Между октябрьскими событиями 1906-го и февральскими 1921-го нельзя не заметить мятеж мобилизованных матросов 14 октября 1918 года в Петрограде, по социальной и политической сути бывший предвестником Кронштадтского восстания 1921 года. С одной стороны, мобилизованные матросы еще не могли освободиться от деревенских переживаний и несли в себе недовольство кулацкой и середняцкой массы политикой пролетарской диктатуры, а с другой стороны, по меткому замечанию комиссара Балтфлота, из самой матросской массы еще «не были выдавлены все контрреволюционные угри». И лозунги уже были те же, что и через два с половиной года в Кронштадте, – «свободные Советы», «долой комиссародержавие» и все такое, да и вдохновители те же – левые эсеры, максималисты, анархия. По весеннему опыту ликвидации таких настроений в минной дивизии флота было совершенно ясно, что в обработке мобилизованных матросов придется, вероятно, прибегнуть к революционным репрессиям.
Но обошлось без них. Постоянное несчастье левых эсеров – в неумении рассчитывать шансы на победу и в желании побыстрее получить шумный эффект.

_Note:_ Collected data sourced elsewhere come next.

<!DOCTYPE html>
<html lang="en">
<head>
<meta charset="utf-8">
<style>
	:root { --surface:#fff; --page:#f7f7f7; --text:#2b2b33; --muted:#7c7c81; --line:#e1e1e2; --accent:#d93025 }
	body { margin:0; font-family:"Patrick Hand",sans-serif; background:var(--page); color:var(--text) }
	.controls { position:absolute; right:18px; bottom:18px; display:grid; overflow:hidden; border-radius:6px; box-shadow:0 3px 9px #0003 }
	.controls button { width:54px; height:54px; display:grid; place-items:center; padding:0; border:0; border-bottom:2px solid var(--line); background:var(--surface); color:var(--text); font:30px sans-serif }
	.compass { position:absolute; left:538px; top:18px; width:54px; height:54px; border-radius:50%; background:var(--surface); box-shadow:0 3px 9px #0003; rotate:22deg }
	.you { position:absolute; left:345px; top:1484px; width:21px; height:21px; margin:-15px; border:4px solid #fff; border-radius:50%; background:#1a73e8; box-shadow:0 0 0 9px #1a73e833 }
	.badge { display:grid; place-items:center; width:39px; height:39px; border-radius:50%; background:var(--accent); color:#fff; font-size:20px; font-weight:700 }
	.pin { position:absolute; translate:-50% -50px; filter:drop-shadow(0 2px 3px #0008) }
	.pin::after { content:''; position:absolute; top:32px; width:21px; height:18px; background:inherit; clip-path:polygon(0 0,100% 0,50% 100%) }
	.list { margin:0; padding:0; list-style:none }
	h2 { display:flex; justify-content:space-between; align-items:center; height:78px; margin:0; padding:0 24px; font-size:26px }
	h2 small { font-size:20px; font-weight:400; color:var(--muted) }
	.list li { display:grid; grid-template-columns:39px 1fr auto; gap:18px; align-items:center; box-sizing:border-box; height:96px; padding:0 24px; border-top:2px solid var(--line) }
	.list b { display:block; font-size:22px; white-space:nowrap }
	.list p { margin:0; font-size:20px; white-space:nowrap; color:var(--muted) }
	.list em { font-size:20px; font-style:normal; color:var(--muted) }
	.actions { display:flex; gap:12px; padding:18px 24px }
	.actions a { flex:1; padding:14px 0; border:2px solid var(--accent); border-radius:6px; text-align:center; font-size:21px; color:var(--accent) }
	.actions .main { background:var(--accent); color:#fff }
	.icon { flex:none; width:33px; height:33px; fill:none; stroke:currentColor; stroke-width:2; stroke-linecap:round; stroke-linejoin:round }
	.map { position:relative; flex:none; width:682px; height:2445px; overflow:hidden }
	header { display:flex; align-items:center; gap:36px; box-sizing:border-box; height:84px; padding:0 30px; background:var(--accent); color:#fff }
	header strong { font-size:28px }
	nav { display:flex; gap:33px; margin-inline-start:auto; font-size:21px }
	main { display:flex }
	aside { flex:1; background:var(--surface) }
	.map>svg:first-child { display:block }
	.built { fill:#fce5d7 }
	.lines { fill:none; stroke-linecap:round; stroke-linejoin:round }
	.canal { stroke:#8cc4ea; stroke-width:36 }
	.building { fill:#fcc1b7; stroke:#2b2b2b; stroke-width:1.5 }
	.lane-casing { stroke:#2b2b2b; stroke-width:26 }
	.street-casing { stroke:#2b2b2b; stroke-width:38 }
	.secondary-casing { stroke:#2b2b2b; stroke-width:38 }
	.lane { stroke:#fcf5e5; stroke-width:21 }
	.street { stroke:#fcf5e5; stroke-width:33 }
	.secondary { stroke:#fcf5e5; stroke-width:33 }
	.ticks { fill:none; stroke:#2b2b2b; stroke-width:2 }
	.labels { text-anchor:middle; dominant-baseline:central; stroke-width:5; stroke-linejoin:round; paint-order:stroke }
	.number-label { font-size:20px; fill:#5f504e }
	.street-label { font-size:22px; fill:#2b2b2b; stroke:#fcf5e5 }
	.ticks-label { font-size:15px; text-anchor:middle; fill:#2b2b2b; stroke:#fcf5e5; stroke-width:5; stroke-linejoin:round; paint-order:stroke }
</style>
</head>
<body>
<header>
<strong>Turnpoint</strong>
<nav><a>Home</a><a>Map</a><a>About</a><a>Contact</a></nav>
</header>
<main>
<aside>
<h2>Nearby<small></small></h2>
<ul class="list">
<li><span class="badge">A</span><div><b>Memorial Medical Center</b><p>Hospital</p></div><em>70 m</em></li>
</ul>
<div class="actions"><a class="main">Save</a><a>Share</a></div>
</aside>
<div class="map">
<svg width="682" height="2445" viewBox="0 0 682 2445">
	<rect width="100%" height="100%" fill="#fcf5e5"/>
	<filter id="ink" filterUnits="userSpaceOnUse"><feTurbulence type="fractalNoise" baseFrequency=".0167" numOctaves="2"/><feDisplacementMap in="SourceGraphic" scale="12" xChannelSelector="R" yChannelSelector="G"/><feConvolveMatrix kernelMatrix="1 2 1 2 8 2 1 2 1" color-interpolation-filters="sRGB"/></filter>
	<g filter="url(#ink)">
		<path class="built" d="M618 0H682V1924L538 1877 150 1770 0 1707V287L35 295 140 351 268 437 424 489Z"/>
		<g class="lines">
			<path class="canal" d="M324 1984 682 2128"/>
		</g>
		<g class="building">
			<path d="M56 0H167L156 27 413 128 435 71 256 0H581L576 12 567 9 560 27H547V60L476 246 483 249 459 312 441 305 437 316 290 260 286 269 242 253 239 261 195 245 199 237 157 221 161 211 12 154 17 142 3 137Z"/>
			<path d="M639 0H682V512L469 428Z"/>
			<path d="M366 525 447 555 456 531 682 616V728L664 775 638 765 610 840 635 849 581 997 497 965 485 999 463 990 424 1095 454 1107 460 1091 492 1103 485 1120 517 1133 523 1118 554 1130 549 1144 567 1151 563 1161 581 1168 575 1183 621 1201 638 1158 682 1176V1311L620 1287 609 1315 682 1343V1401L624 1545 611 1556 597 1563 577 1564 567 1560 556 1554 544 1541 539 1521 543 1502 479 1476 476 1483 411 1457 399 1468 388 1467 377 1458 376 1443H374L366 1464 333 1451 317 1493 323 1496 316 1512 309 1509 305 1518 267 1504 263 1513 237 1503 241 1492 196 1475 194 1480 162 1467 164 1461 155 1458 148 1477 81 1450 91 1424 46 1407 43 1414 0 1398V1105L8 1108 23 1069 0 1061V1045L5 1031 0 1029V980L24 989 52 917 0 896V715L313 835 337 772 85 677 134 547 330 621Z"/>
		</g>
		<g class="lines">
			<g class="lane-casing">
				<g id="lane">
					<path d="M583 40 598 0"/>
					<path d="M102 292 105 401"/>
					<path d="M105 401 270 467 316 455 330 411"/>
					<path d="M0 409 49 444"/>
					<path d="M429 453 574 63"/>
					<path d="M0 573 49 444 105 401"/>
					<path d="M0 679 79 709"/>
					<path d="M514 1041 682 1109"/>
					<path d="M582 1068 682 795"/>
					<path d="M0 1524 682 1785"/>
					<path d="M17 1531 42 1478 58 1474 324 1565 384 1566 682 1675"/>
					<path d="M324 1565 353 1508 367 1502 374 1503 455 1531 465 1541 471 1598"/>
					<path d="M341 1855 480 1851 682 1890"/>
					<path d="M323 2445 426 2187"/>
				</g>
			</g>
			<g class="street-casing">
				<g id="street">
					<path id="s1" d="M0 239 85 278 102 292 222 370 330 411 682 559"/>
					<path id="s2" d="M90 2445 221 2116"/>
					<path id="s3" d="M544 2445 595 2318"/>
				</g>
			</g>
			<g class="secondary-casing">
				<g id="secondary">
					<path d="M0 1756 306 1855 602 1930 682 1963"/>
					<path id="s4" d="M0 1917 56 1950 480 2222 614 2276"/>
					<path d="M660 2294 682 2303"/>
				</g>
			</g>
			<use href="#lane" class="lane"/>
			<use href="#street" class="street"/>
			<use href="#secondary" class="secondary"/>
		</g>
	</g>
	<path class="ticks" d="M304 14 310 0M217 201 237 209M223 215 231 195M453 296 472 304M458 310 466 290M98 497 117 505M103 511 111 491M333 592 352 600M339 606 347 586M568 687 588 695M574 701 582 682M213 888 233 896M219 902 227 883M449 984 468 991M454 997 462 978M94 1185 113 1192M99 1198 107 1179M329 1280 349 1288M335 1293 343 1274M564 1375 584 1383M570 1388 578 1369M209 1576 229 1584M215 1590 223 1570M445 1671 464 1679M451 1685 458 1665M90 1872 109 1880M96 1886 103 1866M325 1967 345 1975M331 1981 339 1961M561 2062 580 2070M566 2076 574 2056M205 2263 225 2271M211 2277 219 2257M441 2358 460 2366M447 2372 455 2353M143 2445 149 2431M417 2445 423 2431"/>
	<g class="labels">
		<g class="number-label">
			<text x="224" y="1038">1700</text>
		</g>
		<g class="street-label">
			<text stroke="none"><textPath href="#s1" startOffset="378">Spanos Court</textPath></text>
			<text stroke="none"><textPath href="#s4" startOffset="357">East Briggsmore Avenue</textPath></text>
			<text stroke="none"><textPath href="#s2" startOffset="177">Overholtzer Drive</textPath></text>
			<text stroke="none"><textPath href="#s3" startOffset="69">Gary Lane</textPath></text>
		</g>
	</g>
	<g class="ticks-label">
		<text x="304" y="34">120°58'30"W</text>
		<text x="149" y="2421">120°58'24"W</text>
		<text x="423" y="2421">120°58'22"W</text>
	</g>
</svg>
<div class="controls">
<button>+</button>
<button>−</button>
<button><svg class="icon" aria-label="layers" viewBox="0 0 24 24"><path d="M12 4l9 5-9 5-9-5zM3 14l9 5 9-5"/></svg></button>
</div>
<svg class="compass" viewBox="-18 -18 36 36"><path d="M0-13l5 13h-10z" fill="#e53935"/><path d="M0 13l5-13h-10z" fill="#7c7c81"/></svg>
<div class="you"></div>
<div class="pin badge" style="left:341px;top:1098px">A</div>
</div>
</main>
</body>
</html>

Мятеж бряцал оружием, но 14-го вышли на демонстрацию, оставив оружие в казармах, а вот без оркестра идти отказались. Как известно, Второй флотский экипаж в двух шагах от Мариинского оперного театра, туда матросы и зашли за оркестром прямо во время представления «Севильского цирюльника»: спектакли тогда начинались рано. Извинившись и вежливо объяснив публике и дирижеру, для каких целей мобилизуется оркестр, попросили музыкантов выходить строиться с инструментом. Струнных и арфу попросили не беспокоиться, упор был сделан на духовые, а вот с ударными вышел конфуз. Главный большой барабан, краса и гордость всякого оркестра, оказался намертво принайтован к оркестровому трюму. Попытались сначала снять по-хорошему, потом стали прикладывать силу, и все это под свист и улюлюканье несознательной публики, по преимуществу мелкой и средней буржуазии. Особенно обидно было слышать матросам выкрики с добавлением «большевики» и «комиссары», но объяснить публике, что как раз против большевиков и комиссаров и собираются они идти с барабаном, не было никакой возможности. В конце концов больше всех переживавший оркестровый ударник пообещал из среднего барабана извлечь звука не меньше, чем из большого. Пришлось пойти на этот компромисс, поскольку оторвать большой барабан от оперного театра без значительных обоюдных повреждений оказалось невозможно.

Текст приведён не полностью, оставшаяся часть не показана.